Neuro-GPT: Towards A Foundation Model for EEG
This work addresses data challenges in EEG-based BCI applications, but it is incremental as it adapts existing foundation model concepts to a specific domain.
The authors tackled the problem of data scarcity and heterogeneity in EEG for Brain-Computer Interface tasks by proposing Neuro-GPT, a foundation model pre-trained on large-scale EEG data, which improved classification performance in a low-data regime with 9 subjects compared to training from scratch.

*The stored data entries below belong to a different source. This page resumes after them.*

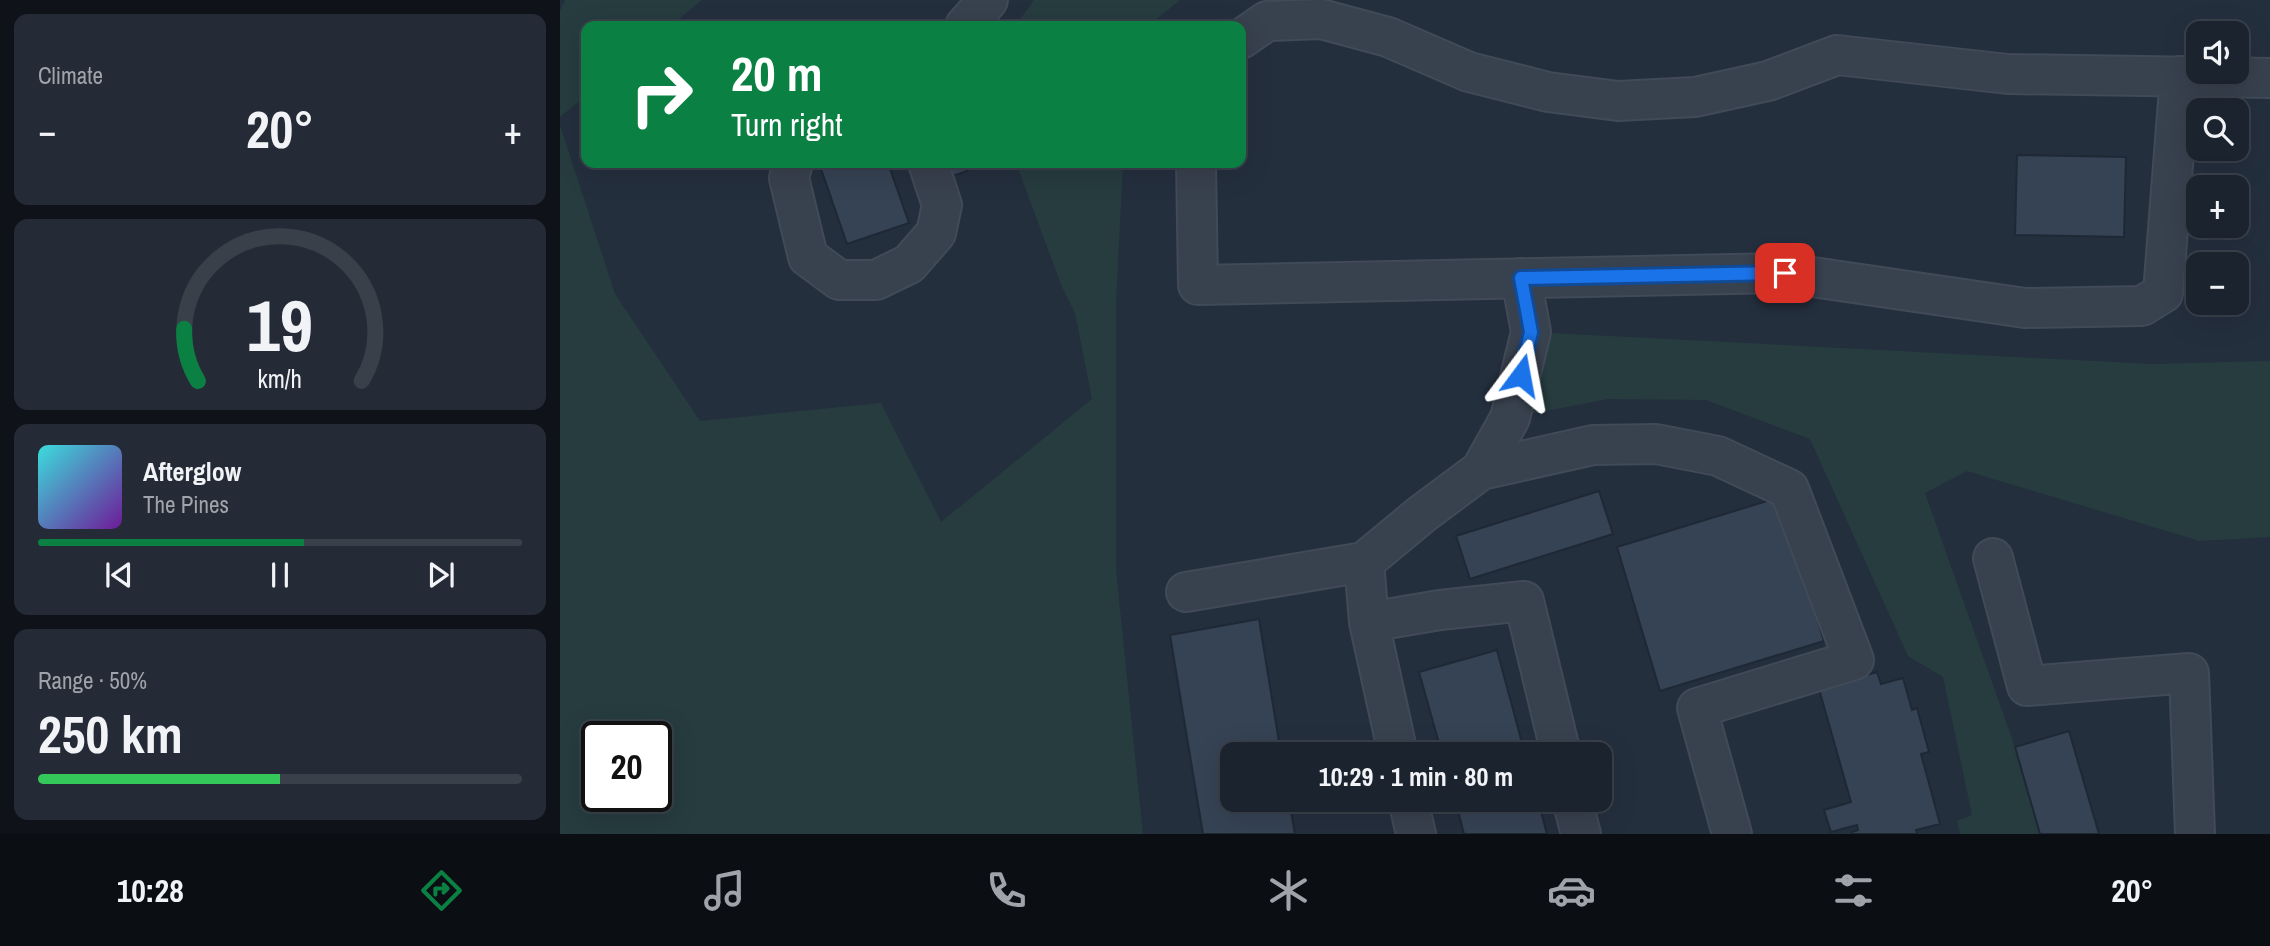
<!DOCTYPE html>
<meta charset="utf-8">
<style>
body{margin:0;font-family:"Archivo Narrow",sans-serif;background:#242b36;color:#f1f3f6;height:100vh;display:flex;flex-direction:column;font-size:26px;white-space:nowrap}
*{box-sizing:border-box;margin:0}
p{font-size:23px;color:#a0a4aa}
.icon{flex:none;width:38px;height:38px;fill:none;stroke:currentColor;stroke-width:2;stroke-linecap:round;stroke-linejoin:round}
.map{position:relative;flex:1;overflow:hidden}
.side{display:flex;flex-direction:column;gap:14px;padding:14px;background:#0f1319;width:560px}
.side>*{flex:none}
.top-card{position:absolute;left:21px;top:21px;width:665px;height:147px;border-radius:14px;box-shadow:0 7px 28px #0002,0 0 0 2px #39404a;background:#0b8043;color:#fff;overflow:hidden}
.controls{position:absolute;left:1626px;top:21px;display:grid;gap:14px}
.controls a{display:grid;place-items:center;width:63px;height:63px;border-radius:14px;background:#1b232e;box-shadow:0 7px 28px #0002,0 0 0 2px #39404a;font-size:35px}
.speed{position:absolute;left:21px;top:721px;display:flex;gap:14px;font-size:35px;font-weight:700;text-align:center}
.speed>*{display:grid;place-content:center;width:91px;height:91px;border-radius:50%;background:#1b232e;box-shadow:0 7px 28px #0002,0 0 0 2px #39404a;line-height:1}
.speed .limit{border:4px solid #111;border-radius:10px;background:#fff;color:#111}
.pin{position:absolute;display:grid;place-items:center;width:60px;height:60px;color:#fff;margin:-30px;border-radius:14px;box-shadow:0 4px 10px #0006}
.me{position:absolute;width:77px;margin:-38px;rotate:13deg;stroke-linejoin:round;filter:drop-shadow(0 0 5px #0008)}
.turn{display:flex;align-items:center;gap:24px;height:147px;padding:0 35px;font-size:32px}
.turn .icon{width:91px;height:91px;stroke-width:2.5}
.turn b{display:block;font-size:49px;line-height:60px}
.big{font-size:52px;font-weight:700;line-height:1.1}
.side .tile{flex:1;display:flex;flex-direction:column;justify-content:center;gap:10px;min-width:0;padding:0 24px;border-radius:14px;background:#242b36}
.side .dial{align-items:center;gap:0}
.dial svg{height:182px;overflow:visible;fill:none;stroke:#39404a;stroke-width:7;stroke-linecap:round;text-anchor:middle}
.dial text{fill:#f1f3f6;stroke:none}
.song{display:flex;align-items:center;gap:21px}
.cover{width:84px;height:84px;border-radius:10px;background:linear-gradient(135deg,hsl(180 70% 55%),hsl(280 70% 35%))}
.played{height:7px;border-radius:4px;background:linear-gradient(90deg,#0b8043 55%,#39404a 55%)}
.keys{display:flex;justify-content:space-around;direction:ltr}
.heat{display:flex;justify-content:space-between;align-items:center;font-size:38px;direction:ltr}
.charge{height:10px;border-radius:5px;background:linear-gradient(90deg,#34c759 50%,#39404a 0)}
.trip{position:absolute;left:660px;top:742px;width:392px;height:70px;border-radius:14px;background:#1b232e;box-shadow:0 7px 28px #0002,0 0 0 2px #39404a;font-weight:700;line-height:70px;text-align:center}
.tab-bar{display:flex;height:112px;justify-content:space-around;align-items:center;background:#0b0e12;color:#a0a4aa}
.tab-bar .icon{width:49px;height:49px}
.tab-bar .selected{color:#0b8043}
.tab-bar b{font-size:32px;color:#f1f3f6}
main{display:flex;flex:1;min-height:0}
.map>svg:first-child{display:block}
.green{fill:#263c3f;fill-rule:evenodd}
.building{fill:#364354;stroke:#1f2835;stroke-width:2}
.lines{fill:none;stroke-linecap:round;stroke-linejoin:round}
.minor-casing{stroke:#414a57;stroke-width:42}
.minor{stroke:#38414e;stroke-width:38}
.route-casing{stroke:#114b97;stroke-width:18}
.route{stroke:#1a73e8;stroke-width:12}
</style>
<main>
<section class="side">
<div class="tile"><p>Climate</p>
<div class="heat"><a>−</a><b class="big">20°</b><a>+</a></div>
</div>
<div class="tile dial"><svg viewBox="0 0 100 80">
<path d="M14 69A42 42 0 1 1 86 69"/>
<path d="M14 69A42 42 0 0 1 8 46" stroke="#0b8043"/>
<text x="50" y="56" font-size="32" font-weight="700">19</text>
<text x="50" y="72" font-size="11">km/h</text>
</svg></div>
<div class="tile">
<div class="song"><i class="cover"></i><div><b>Afterglow</b><p>The Pines</p></div></div>
<div class="played"></div>
<div class="keys"><svg class="icon" aria-label="previous" viewBox="0 0 24 24"><path d="M18 5L8 12l10 7zM5 5v14"/></svg><svg class="icon" aria-label="pause" viewBox="0 0 24 24"><path d="M8 5v14M16 5v14"/></svg><svg class="icon" aria-label="next" viewBox="0 0 24 24"><path d="M6 5l10 7-10 7zM19 5v14"/></svg></div>
</div>
<div class="tile"><p>Range · 50%</p><b class="big">250 km</b><div class="charge"></div></div>
</section>
<div class="map">
<svg width="1710" height="834" viewBox="0 0 1710 834">
<rect width="100%" height="100%" fill="#242f3e"/>
<!-- green -->
<path class="green" d="M5 0H142L110 26H26V96L0 117V11Z
M474 0H620L588 26H455Z
M0 125 55 294 140 421 321 403 381 522 532 399 515 313 502 287 456 163H563L556 302V570L583 834H0ZM37 737H96V796H37Z
M971 332 1591 364 1710 361V537L1640 541 1407 471 1365 493 1455 747 1480 834H1400L1397 821 1412 815 1383 677 1348 656 1250 439 1146 400 1048 399 950 418Z"/>
<!-- building -->
<path class="building" d="M1457 155 1566 157 1564 237 1455 235Z
M259 163H328L349 223 287 244Z
M389 163H404L407 171 393 176Z
M1039 491 1053 534 910 579 896 536Z
M1220 497 1264 641 1100 691 1057 547Z
M699 619 721 754H672V800H729L735 834H643L610 635Z
M937 650 965 754H882L859 672Z
M1317 672 1321 684 1343 678 1352 710 1357 708 1369 752 1361 754 1380 824 1356 830 1357 834H1292V832L1298 830 1297 825 1271 832 1264 810 1291 802 1259 689Z
M1509 731 1539 834H1480L1455 747Z
M895 800H978L987 834H904Z"/>
<g class="lines">
<!-- minor casing -->
<g class="minor-casing">
<path id="minor" d="M405 26 428 0
M681 39 707 21 761 19 828 37 909 72 988 92 1058 101 1135 97 1208 81 1277 55 1448 74 1710 78
M233 163 229 178 248 257 279 280H316L349 264 376 233 382 205 368 163
M636 163 638 285 1225 273 1465 308 1582 306 1603 293 1620 76
M961 278 971 332 950 418 921 470 862 514 804 562 809 622 880 610 964 601 1001 754
M921 470 1033 445 1096 444 1158 456 1229 489 1294 660 1137 708 1172 834
M1433 558 1467 686 1629 673 1635 834
M626 592 804 562
M809 622 838 754
M848 800 856 834
M1012 800 1021 834"/>
</g>
<!-- minor -->
<use href="#minor" class="minor"/>
</g>
<g class="lines">
<!-- route casing -->
<g class="route-casing">
<path id="route" d="M961 375 971 332 961 278 1225 273"/>
</g>
<!-- route -->
<use href="#route" class="route"/>
</g>
</svg>
<div class="controls">
<a><svg class="icon" aria-label="sound" viewBox="0 0 24 24"><path d="M4 9h4l5-4v14l-5-4H4zM17 9q2 3 0 6"/></svg></a>
<a><svg class="icon" aria-label="search" viewBox="0 0 24 24"><circle cx="10" cy="10" r="6"/><path d="M15 15l6 6"/></svg></a>
<a>+</a>
<a>−</a>
</div>
<div class="speed"><div class="limit">20</div></div>
<div class="pin" style="left:1225px;top:273px;background:#d93025"><svg class="icon" aria-label="arrive" viewBox="0 0 24 24"><path d="M6 21V4h12l-3 4 3 4H6"/></svg></div>
<svg class="me" style="left:961px;top:375px" viewBox="-20 -20 40 40"><path d="M0-17L14 15 0 8-14 15z" fill="#1a73e8" stroke="#fff" stroke-width="4"/></svg>
<div class="trip">10:29 · 1 min · 80 m</div>
<div class="top-card">
<div class="turn"><svg class="icon" aria-label="right" viewBox="0 0 24 24"><path d="M7 20v-9h11M14 6l5 5-5 5"/></svg><div><b>20 m</b>Turn right</div></div>
</div>
</div>
</main>
<nav class="tab-bar">
<b>10:28</b>
<svg class="icon selected" aria-label="directions" viewBox="0 0 24 24"><path d="M12 3l9 9-9 9-9-9zM9 14v-3h6M13 9l2 2-2 2"/></svg>
<svg class="icon" aria-label="music" viewBox="0 0 24 24"><path d="M9 18V5l10-2v13"/><circle cx="6" cy="18" r="3"/><circle cx="16" cy="16" r="3"/></svg>
<svg class="icon" aria-label="phone" viewBox="0 0 24 24"><path d="M5 4h4l2 5-3 2q2 4 5 5l2-3 5 2v4C11 20 4 13 5 4z"/></svg>
<svg class="icon" aria-label="climate" viewBox="0 0 24 24"><path d="M12 3v18M4 7l16 10M4 17L20 7"/></svg>
<svg class="icon" aria-label="car" viewBox="0 0 24 24"><path d="M5 17H2v-5l4-1 3-4h7l3 4 3 1v5h-3M9 17h6M6 11h13"/><circle cx="7" cy="17" r="2"/><circle cx="17" cy="17" r="2"/></svg>
<svg class="icon" aria-label="filters" viewBox="0 0 24 24"><path d="M4 7h16M4 17h16"/><circle cx="9" cy="7" r="2"/><circle cx="15" cy="17" r="2"/></svg>
<b>20°</b>
</nav>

To handle the scarcity and heterogeneity of electroencephalography (EEG) data for Brain-Computer Interface (BCI) tasks, and to harness the power of large publicly available data sets, we propose Neuro-GPT, a foundation model consisting of an EEG encoder and a GPT model. The foundation model is pre-trained on a large-scale data set using a self-supervised task that learns how to reconstruct masked EEG segments. We then fine-tune the model on a Motor Imagery Classification task to validate its performance in a low-data regime (9 subjects). Our experiments demonstrate that applying a foundation model can significantly improve classification performance compared to a model trained from scratch, which provides evidence for the generalizability of the foundation model and its ability to address challenges of data scarcity and heterogeneity in EEG. The code is publicly available at github.com/wenhui0206/NeuroGPT.